> Required work: Among the entries below, how many lines contain the string "above"? Only the number, please.

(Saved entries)
== Segment start ==
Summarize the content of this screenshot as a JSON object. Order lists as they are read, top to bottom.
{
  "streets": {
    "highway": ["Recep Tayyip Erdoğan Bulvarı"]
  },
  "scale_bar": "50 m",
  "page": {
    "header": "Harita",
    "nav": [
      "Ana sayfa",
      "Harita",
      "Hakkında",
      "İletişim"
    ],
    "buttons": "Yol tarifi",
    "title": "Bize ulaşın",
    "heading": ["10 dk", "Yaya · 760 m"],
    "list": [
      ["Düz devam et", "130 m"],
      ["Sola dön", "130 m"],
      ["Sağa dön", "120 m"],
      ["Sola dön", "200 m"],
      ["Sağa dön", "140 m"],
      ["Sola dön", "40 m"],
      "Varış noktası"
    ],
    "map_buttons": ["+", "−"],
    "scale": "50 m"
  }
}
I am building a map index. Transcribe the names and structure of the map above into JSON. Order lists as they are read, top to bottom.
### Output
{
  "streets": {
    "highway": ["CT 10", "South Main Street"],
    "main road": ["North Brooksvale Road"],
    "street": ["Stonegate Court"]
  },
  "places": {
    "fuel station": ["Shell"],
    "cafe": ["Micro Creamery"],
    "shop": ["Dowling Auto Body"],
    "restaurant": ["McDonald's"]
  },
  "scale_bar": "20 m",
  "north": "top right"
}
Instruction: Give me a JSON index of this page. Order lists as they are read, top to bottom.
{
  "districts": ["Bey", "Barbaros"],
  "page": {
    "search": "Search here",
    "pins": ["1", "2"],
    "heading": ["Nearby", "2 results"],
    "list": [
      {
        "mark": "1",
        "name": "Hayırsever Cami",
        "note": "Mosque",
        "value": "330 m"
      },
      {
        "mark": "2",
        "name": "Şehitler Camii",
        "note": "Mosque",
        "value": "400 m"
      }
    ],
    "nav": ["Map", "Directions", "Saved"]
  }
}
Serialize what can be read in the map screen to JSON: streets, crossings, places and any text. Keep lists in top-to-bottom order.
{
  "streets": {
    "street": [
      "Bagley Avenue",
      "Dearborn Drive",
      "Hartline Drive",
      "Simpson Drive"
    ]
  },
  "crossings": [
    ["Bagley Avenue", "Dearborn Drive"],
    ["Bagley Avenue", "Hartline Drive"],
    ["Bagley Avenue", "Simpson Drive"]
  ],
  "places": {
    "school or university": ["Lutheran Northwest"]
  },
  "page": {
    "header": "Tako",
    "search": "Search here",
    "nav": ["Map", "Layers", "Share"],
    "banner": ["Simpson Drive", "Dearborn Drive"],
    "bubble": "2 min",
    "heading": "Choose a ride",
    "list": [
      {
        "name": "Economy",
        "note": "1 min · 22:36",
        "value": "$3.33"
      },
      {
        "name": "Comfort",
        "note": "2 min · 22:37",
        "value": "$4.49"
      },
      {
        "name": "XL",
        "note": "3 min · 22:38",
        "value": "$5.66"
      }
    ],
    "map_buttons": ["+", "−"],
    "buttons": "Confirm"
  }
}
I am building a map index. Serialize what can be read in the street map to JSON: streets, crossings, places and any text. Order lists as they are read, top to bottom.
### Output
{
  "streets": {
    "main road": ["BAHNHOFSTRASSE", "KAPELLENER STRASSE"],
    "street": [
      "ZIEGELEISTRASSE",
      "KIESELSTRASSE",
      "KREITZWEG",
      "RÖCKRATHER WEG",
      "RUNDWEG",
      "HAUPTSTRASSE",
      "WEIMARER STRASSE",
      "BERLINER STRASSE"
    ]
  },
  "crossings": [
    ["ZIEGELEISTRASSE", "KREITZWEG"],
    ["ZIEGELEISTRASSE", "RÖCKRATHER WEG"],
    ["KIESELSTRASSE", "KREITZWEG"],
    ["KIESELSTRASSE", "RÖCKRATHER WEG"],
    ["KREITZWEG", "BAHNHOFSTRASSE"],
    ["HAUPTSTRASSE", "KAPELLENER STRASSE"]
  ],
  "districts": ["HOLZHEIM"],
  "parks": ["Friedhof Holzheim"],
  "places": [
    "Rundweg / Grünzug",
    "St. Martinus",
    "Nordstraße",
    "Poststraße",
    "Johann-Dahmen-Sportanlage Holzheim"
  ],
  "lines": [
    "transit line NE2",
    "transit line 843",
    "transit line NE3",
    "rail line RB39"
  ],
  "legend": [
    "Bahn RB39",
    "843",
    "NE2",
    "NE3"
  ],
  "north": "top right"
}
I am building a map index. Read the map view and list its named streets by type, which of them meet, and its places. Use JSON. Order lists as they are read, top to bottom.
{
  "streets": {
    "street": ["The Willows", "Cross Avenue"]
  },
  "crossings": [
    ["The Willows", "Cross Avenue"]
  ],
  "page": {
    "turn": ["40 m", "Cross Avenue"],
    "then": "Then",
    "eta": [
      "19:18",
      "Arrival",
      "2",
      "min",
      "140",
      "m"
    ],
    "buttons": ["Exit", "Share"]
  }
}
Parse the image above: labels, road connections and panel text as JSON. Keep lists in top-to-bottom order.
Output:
== Segment end ==
> The answer: 2